O que, hoje, seria liberdade? Este graal pelo qual guerras são travadas? Será que precisamos de mais liberdade - além de poder escolher a operadora do próprio celular? Há a necessidade de se falar nisso agora? Qual a relevância em falar de “liberdade” quando tudo pode ser feito? Que caminhos os artistas brasileiros têm usado no tocante à liberdade? Será que precisamos, brasileiramente, desregular as dentadas engrenagens urbanas? Carnavalizar a internet? Desmascarar vaidades, formalismos e pedantismos acadêmicos? Evidenciar o automatismo moral acrítico e funcional do homem ativo? Colorir e iluminar ideologias estruturalmente viciadas do consumo? Forçar imigrações das áreas de conforto para (im)possíveis áreas de confronto? Será que precisamos alguma coisa? Quais as relações, agora, entre liberdade e verdade? Liberdade e conhecimento? Entre liberdade e diversidade? Liberdade e direito? Liberdade e transformação? Liberdade e experimentação?
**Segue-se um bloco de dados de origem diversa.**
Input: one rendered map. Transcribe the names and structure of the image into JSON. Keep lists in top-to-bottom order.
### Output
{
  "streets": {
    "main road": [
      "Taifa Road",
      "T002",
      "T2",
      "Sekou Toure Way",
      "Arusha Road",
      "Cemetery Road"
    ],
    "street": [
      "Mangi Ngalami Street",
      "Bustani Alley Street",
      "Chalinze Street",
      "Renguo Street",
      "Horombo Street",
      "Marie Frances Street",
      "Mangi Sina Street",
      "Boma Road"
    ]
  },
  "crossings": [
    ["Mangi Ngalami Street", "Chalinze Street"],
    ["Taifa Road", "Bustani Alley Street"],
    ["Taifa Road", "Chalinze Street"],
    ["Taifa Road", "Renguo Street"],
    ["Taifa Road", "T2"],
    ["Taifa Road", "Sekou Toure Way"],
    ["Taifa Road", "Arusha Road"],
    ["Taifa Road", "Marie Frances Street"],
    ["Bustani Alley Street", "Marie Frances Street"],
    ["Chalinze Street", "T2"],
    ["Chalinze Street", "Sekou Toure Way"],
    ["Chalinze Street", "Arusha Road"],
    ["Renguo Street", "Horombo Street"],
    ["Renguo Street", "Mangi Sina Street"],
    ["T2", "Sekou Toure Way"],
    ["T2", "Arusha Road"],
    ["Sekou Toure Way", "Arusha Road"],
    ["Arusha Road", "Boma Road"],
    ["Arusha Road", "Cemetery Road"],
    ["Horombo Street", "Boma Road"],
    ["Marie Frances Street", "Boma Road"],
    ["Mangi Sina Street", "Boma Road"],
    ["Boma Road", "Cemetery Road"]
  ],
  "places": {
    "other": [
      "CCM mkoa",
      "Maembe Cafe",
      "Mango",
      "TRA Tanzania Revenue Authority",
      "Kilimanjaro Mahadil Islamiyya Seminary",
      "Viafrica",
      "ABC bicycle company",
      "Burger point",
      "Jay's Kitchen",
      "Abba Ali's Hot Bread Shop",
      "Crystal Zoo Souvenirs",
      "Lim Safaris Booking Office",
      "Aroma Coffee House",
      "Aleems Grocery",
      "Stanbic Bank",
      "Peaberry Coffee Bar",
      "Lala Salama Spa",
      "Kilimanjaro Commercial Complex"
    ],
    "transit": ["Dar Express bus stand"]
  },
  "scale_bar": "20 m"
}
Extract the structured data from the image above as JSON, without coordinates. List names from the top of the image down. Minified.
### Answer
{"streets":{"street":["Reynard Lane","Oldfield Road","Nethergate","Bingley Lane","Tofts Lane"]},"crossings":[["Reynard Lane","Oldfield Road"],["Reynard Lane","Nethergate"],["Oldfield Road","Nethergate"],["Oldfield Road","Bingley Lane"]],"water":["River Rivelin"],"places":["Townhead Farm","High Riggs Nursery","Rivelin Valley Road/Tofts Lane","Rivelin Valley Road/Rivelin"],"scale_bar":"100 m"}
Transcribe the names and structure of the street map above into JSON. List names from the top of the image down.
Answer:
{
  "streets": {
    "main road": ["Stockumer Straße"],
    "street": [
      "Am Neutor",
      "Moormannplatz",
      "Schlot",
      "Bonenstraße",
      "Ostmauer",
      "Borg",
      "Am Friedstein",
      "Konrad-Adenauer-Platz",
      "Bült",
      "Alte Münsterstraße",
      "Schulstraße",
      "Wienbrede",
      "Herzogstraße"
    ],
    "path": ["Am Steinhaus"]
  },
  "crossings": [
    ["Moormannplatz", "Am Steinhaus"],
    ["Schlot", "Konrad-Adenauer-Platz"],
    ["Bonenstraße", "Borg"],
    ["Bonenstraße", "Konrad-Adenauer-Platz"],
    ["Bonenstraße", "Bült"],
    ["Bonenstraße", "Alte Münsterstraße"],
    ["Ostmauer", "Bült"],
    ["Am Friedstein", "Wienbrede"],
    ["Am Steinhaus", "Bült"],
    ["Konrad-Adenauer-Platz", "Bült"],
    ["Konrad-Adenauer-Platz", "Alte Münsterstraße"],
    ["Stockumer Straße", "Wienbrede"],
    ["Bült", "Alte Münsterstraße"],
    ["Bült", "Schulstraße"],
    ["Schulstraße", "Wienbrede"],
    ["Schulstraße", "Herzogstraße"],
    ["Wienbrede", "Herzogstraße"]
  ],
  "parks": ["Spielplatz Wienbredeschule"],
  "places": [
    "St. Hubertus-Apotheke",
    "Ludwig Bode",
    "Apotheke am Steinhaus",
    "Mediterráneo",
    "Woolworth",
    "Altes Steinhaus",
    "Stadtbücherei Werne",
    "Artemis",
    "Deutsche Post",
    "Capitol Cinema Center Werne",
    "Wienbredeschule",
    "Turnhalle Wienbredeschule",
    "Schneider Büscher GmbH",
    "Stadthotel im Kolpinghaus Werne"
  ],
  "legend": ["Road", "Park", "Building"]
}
Liberdade e responsabilidade? Como e para que liberdade num mundo de história morta, que não procura fundamento, causa, razão e, talvez por isso, nem sentido para os eventos? Seria inocência falar de liberdade? Seria inocência em falar em liberdade? Seria persistência? Como se poderia dar a experimentação quando falamos da arte projetada e/ou imaterial?
Pois, então, estavam lá reunidos trabalhos de mais de 45 artistas que aceitaram a proposta de discutir e vivenciar a liberdade em liberdade hoje.

“Liberdade é pouco. O que desejo ainda não tem nome.”

sábado, 27 de fevereiro de 2010

Crítica de Cinema: Diário de Sintra - Paula Gaitán

(ao meu amor)



Mensagem de Facebook aberta de B Mosqueira à Paula Gaitán

Paula querida,
Fui ontem à noite ao cinema de Botafogo. Posso dizer que ainda não me recuperei totalmente da experiência.
Seu filme é lindíssimo. É uma grande poesia audiovisual que não é lida (e com a qual não se lida) pela linguagem, não nos atinge exatamente pelo verbo.
Seu trabalho é um diário composto na estética, nos sentidos. Não é escrito no roteiro da razão. É desenhado na retina, esculpido na pele, tocado nos tímpanos.
Sendo memória, nunca vi no cinema alguém ter entendido (e ter explicitado) tão bem a (des)estrutura da memória: (des)construção em fragmentos, detalhes e recortes que se sobrepõem, justapõem, dilatam, latejam, pulsam, pulam, somem, somam, sopram, surdam, si.len.ciam.
((...))
Há memória morta, há memória viva. Há retratos gastos, reflexos flâmeos, fantasmas mastodônticos, uma gravada família cuja juventude uma cidade assimila. Sintra assimila Glauber, Sintra assimila você, você assimila Sintra. O resultado é a verdade semi-imaginária que eu habitei.
Sendo cinema, poucas vezes vivi tão em coletivo um sonho. Agora, com a sensação de quem desperta a contragosto, ainda me tenho (e talvez sempre terei) parte imerso nessa realidade transcinematográfica de um passado (não meu, mas) re.visto, re.ouvido, re.tocado, re.sentido, re.vivido, re.agido. Tudo que você investe e investiga sobre um seu momento (in)certo, mantêm ativas, por algumas eternidades, nossas terminações nervosas que nos fazem encontro ao mundo.
Neste texto, ainda respiro contigo num vento de Sintra.
Uma rara qualidade de sensível (e a doçura?) conseguiu encontrar (amém!), além de uma ótima vontade de mostrar, uma louvável capacidade técnica e uma feliz cornucópia teórica. Por isso, e com uma equipe no afeto e na eficiência, você produz o que há de incrível no cinema brasileiro.
Sem intenção de ser verdade ou mentira e usando sua “montagem à distância”, você fornece ao mundo memória tecnologicamente produzida que coletivamente partilhamos.
Por isso, ainda estou a procurar a viagem de volta de sua Sintra, para aonde seu filme me carregou. Talvez não haja como voltar. Como memória, talvez não haja como esquecer.